L’IUFM, c’est terminé (pour la rime).

On pourrait penser que l’heure est au bilan, que cette page ne peut se tourner dans un bruit de froissement délicat sans crier au monde entier ma peine, ma douleur, sans que j’exprime enfin tout ce que j’ai appris en seulement quelques séances, que dis-je, une année entière.

Malheureusement, et ce pour le plus grand désarroi de ceux qui me lisent et portent en ce moment-même une main décharnée vers un coeur qui bat la chamade, dans un effort vain d’en calmer les soubresauts, je ne vais pas pouvoir tirer de bilan de cette année IUFMesque.

Tout simplement parce que je n’ai quasiment rien appris et qu’il me semble inutile d’en rajouter une couche et de verser dans la rancoeur qui a été la mienne toute l’année de gâcher une journée à écouter du blabla pseudo pédago-démago-démerdo-officiello chiant à mourir.

Par contre, je vous fais don de la dernière journée, parfaitement représentative de cette année.

Le matin : méga-teuf avec les inspecteurs de notre discipline. Qui nous ont expliqué la réforme du bac. VF, 3D, powerpoint,  grand luxe quoi. Un rebondissement est venu nous secouer de notre semi-somnolence : pour la première fois, on nous a demandé notre avis. A nous, les premiers concernés.
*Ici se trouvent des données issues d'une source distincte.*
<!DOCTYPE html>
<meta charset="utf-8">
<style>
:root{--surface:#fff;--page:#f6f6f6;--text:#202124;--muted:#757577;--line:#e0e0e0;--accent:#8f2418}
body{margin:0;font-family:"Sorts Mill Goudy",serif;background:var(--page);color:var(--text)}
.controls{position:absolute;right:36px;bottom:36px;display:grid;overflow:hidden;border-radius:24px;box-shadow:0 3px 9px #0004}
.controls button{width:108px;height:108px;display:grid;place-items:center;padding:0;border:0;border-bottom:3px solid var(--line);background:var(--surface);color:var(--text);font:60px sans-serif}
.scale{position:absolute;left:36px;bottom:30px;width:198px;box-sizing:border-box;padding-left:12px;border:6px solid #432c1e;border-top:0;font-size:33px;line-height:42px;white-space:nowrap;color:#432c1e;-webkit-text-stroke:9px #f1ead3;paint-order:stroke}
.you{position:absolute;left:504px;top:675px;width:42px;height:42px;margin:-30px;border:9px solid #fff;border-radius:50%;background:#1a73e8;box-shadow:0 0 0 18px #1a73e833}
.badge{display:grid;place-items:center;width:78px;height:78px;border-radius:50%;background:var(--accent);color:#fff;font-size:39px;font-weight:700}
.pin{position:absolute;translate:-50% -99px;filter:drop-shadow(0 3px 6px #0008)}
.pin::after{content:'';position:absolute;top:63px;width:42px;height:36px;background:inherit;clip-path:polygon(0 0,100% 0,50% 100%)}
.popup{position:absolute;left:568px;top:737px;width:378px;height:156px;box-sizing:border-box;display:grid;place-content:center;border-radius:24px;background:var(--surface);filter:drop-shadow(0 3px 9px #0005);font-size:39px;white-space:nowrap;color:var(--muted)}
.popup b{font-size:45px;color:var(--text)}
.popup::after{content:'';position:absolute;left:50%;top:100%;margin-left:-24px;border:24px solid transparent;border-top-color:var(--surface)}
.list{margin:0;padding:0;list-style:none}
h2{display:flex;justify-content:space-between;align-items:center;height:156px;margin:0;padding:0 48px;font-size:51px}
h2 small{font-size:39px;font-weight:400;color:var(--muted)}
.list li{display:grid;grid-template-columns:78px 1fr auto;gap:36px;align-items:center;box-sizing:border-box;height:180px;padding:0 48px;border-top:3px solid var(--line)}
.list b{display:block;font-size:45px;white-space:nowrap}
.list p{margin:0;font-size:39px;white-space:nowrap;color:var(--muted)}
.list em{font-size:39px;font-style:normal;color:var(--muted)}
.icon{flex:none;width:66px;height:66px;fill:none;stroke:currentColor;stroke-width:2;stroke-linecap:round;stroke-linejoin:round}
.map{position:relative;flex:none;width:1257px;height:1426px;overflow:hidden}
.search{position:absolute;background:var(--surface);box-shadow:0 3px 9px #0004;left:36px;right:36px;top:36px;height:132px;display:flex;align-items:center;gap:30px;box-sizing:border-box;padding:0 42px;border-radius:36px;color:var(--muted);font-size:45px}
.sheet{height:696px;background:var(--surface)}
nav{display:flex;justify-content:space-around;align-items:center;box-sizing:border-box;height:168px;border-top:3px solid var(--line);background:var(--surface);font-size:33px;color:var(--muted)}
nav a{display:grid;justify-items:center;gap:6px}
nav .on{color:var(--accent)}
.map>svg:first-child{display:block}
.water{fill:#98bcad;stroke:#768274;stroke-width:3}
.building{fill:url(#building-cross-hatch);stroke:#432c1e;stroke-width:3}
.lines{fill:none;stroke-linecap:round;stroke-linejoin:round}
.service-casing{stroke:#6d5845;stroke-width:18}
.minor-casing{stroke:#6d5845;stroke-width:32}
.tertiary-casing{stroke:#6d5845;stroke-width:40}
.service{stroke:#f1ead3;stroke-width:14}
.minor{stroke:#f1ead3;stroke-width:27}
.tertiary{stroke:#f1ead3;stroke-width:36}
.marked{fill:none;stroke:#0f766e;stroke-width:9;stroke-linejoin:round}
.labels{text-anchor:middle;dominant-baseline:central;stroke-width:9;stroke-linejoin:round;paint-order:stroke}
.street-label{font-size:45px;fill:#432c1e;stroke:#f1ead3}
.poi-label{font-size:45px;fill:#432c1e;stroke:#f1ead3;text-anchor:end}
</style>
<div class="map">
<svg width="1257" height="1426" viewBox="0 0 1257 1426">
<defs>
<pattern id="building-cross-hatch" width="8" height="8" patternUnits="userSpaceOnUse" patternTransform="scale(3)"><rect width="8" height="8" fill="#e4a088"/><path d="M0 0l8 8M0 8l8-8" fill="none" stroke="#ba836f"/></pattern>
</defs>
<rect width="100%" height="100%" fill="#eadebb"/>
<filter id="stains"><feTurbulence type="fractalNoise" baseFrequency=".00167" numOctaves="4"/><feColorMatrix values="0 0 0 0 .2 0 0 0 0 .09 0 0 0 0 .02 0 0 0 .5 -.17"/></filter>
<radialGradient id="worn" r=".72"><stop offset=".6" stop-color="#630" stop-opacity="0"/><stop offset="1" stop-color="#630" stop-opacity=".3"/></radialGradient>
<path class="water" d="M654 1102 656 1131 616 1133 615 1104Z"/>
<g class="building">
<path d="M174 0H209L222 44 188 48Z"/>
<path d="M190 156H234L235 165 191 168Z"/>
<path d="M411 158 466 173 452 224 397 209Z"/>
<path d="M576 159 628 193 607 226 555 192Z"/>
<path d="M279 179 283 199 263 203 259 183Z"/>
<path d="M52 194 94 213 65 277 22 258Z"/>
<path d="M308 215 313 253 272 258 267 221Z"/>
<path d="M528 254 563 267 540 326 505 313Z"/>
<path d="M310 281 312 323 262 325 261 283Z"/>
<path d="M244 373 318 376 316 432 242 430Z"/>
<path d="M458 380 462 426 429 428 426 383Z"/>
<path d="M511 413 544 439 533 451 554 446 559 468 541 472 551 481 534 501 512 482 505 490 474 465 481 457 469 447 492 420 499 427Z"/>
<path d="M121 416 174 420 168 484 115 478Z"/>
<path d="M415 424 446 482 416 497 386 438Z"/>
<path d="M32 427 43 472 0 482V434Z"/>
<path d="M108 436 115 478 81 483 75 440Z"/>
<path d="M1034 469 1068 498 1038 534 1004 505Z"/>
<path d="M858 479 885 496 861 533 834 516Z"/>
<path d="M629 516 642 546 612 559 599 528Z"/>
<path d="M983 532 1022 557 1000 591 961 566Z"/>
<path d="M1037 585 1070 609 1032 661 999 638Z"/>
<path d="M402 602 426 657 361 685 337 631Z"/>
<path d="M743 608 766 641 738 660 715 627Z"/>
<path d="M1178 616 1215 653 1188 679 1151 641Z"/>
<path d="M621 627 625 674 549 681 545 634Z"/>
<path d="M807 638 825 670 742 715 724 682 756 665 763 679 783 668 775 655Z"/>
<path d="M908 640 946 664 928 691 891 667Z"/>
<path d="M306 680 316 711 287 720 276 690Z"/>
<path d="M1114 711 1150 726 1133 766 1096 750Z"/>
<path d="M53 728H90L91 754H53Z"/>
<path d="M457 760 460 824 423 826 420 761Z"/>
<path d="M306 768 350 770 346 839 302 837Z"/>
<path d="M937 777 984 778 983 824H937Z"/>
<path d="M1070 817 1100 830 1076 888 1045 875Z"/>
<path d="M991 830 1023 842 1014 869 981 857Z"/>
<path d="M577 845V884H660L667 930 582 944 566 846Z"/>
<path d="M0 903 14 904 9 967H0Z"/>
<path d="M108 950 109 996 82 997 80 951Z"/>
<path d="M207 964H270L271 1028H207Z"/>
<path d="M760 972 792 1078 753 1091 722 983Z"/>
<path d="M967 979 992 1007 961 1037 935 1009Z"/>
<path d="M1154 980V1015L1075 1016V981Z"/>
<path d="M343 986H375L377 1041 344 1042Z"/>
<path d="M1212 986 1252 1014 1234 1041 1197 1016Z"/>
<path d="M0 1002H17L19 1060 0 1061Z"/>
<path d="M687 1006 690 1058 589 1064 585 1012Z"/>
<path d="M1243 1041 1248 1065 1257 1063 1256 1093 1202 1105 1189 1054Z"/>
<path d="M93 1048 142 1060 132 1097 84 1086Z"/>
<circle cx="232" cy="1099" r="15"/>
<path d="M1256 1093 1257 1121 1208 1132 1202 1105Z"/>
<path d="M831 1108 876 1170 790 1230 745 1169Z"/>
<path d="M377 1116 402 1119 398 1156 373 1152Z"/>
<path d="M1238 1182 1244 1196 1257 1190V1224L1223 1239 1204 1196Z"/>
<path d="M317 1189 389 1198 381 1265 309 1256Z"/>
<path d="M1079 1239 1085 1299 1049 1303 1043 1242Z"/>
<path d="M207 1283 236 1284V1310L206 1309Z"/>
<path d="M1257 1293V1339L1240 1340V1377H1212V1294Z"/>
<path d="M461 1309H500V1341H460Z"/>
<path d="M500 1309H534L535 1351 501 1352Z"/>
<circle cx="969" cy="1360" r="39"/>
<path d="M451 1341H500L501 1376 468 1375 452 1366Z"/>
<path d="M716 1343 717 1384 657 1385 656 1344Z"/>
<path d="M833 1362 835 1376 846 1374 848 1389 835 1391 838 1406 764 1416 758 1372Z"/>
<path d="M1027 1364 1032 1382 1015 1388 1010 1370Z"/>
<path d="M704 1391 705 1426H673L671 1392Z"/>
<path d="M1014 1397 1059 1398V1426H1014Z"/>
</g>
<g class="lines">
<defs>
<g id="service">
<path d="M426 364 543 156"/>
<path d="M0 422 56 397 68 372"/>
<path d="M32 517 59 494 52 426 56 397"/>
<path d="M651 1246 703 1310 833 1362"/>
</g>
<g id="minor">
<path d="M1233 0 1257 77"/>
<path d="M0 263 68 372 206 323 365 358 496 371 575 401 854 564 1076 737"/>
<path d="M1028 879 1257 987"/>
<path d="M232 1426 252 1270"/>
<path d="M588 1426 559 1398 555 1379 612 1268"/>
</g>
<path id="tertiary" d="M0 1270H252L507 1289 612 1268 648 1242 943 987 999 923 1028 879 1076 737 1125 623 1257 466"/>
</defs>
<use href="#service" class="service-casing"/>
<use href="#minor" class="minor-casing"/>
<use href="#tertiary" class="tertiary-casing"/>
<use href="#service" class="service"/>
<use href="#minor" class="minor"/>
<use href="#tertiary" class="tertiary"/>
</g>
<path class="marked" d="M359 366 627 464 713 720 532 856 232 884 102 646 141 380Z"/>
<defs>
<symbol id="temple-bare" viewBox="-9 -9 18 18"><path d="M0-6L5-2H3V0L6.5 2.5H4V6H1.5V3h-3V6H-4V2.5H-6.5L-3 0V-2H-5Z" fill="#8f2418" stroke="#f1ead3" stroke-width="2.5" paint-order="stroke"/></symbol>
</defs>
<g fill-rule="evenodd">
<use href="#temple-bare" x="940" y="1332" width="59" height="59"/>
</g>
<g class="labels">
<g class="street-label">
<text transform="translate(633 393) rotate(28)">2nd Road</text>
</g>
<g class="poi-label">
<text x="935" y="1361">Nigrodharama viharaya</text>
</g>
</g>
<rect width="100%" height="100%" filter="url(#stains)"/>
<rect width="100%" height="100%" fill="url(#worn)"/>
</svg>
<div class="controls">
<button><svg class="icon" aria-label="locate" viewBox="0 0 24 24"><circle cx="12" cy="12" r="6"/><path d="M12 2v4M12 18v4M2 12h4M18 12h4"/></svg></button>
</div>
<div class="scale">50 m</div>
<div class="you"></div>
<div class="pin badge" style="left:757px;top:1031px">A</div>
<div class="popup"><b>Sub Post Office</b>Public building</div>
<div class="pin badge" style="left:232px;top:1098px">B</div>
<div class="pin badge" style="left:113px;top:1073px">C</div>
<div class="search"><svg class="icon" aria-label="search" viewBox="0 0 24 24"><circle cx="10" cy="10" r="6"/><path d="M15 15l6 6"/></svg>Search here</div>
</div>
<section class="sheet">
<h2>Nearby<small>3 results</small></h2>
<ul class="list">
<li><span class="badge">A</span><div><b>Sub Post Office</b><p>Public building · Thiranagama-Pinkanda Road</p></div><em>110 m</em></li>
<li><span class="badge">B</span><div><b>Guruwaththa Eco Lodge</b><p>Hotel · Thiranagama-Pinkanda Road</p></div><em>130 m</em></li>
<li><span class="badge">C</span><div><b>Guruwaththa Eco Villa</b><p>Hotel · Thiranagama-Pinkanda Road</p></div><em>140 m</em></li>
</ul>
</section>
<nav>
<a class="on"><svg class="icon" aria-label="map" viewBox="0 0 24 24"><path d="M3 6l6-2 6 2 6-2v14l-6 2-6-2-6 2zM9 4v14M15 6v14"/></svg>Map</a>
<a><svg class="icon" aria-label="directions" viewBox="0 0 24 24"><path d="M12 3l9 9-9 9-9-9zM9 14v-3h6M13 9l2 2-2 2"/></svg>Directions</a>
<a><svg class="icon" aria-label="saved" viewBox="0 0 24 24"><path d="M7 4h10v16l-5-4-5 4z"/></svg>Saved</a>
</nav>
Les inspecteurs : « Est-ce que vous avez des idées à nous apporter pour améliorer la formation de vos collègues l’an prochain ? »

L’espace d’un instant j’ai craint le tremblement de terre, la révolution généralisée. J’ai cru être témoin, pour la première fois de ma courte vie, d‘un soulèvement, de barricades, d’un cri du peuple à faire tomber des têtes.

Qu’est-ce que je peux être naïve….

Comme nous étions environ 95 % de l’effectif à ne pas encore avoir été « visités » par nos inspecteurs adorés pour notre titularisation, c’est une version tiède de Mai 68 qui a suivi, du genre laissée trop longtemps au micro-ondes.

« Il faudrait que certains tuteurs soient dégagés de leurs responsabilités, je n’ai pas eu le temps de voir le mien aussi souvent que j’en avais besoin. »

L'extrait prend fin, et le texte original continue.